A medic who cared for the seal attacked by a dog along the banks of the Thames last month is calling for further protection of the river’s wildlife.
Popular south west London seal, nicknamed Freddie Mercury, was put down after being mauled by an off-leash dog near Hammersmith Bridge on Sunday 21 March.
British Divers Marine Life Rescue (BDMLR) medic Mary Tester, 38, was in charge of monitoring ten-month-old Freddie and was involved in his rescue after the attack.
Freddie was treated for a broken flipper and dislocated joint in South Essex Wildlife Hospital before the decision was made to put him down.
The dog’s owner, barrister Rebecca Sabben-Clare QC, apologised and made a donation to the Wildlife Hospital, but faced no charges.
California native Tester, now based in Mortlake, is working with others in the community to push for the further protection of marine wildlife on a legislative level.
Tester said: “What happened was completely devastating to myself and the community.
“I’ve worked with hundreds of seals during my career but there was something genuinely magical about Freddie.
“He was a beacon of hope for many during lockdown.”
Tester explained how seals are overlooked when compared to other animals in the eyes of the law.
“There is a legislative vulnerability that seals have.
“Everyone knows that if your dog attacks a deer in Richmond Park you’re in trouble and it would be good if seals were protected in the same way – the best way to make that happen is more support from MPs who are in the position to make the changes that the public has already shown massive support for.”
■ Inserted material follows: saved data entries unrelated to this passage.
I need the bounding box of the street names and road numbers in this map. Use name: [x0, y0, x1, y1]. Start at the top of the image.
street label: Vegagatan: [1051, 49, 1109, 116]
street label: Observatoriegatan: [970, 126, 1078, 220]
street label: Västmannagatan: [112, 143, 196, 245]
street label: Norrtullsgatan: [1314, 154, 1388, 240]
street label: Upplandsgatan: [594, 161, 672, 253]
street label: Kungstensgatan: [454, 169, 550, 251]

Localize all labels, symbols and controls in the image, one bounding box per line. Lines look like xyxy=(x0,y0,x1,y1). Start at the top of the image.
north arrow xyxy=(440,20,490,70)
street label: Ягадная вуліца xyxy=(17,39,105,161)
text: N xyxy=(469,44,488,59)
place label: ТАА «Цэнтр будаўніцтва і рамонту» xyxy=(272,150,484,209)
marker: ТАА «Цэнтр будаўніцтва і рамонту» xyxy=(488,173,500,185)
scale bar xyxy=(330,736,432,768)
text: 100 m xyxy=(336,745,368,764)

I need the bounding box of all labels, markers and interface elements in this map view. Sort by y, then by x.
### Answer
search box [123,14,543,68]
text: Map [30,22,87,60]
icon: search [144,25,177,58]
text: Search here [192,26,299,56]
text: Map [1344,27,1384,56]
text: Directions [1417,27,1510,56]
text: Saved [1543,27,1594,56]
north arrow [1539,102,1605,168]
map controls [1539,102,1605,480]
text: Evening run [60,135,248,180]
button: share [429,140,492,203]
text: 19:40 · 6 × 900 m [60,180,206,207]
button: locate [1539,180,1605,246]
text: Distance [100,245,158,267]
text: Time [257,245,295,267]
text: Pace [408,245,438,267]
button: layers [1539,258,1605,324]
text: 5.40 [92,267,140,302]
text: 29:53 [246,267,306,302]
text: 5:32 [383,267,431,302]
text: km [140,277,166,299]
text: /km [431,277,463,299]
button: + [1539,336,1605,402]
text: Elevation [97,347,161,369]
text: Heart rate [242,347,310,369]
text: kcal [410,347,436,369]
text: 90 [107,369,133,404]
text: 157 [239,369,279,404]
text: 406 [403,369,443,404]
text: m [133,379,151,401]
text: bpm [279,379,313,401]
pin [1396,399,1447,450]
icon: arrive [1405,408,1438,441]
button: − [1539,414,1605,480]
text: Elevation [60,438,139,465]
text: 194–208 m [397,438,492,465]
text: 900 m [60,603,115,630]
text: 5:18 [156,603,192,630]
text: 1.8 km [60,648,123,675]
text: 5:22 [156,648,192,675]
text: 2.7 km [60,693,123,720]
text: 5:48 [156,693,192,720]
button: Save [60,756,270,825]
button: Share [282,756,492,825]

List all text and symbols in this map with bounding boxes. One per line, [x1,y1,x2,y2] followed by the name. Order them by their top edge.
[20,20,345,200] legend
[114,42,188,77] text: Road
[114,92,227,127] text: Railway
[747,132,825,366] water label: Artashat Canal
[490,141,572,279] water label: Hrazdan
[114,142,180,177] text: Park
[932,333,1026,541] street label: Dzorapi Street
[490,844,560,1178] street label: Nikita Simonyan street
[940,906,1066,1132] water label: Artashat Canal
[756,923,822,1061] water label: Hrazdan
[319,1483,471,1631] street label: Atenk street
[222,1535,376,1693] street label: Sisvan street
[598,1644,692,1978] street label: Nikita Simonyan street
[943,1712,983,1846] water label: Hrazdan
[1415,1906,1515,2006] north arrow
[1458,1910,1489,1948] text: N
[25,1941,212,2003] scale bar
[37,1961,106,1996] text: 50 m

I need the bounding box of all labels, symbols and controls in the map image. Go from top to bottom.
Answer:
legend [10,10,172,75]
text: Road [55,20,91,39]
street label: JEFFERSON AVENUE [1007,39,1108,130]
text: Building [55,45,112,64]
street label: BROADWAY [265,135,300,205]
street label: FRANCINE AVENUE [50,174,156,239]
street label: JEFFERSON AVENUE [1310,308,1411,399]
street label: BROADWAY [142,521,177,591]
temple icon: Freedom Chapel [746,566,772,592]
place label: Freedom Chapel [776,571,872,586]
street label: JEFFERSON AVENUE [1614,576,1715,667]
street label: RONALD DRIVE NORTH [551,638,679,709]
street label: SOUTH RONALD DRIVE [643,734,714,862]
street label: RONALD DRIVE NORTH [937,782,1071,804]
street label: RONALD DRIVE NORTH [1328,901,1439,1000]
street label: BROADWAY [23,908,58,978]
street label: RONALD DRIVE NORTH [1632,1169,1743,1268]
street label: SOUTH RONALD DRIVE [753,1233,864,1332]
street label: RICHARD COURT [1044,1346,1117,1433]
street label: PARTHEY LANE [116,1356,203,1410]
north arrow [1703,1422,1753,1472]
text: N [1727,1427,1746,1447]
Once the scope of the campaign is decided locally, a government petition will be put forward.
Tester and other activists are also working to create more community awareness around Thames wildlife such as permanent signage aiming to give the public information on which animals may be nearby.
Although south west London will miss Freddie, Tester hopes to channel her grief into ensuring other seals avoid the same fate.
She added: “The last thing that I want is for yesterday’s news to make tomorrow’s headlines.”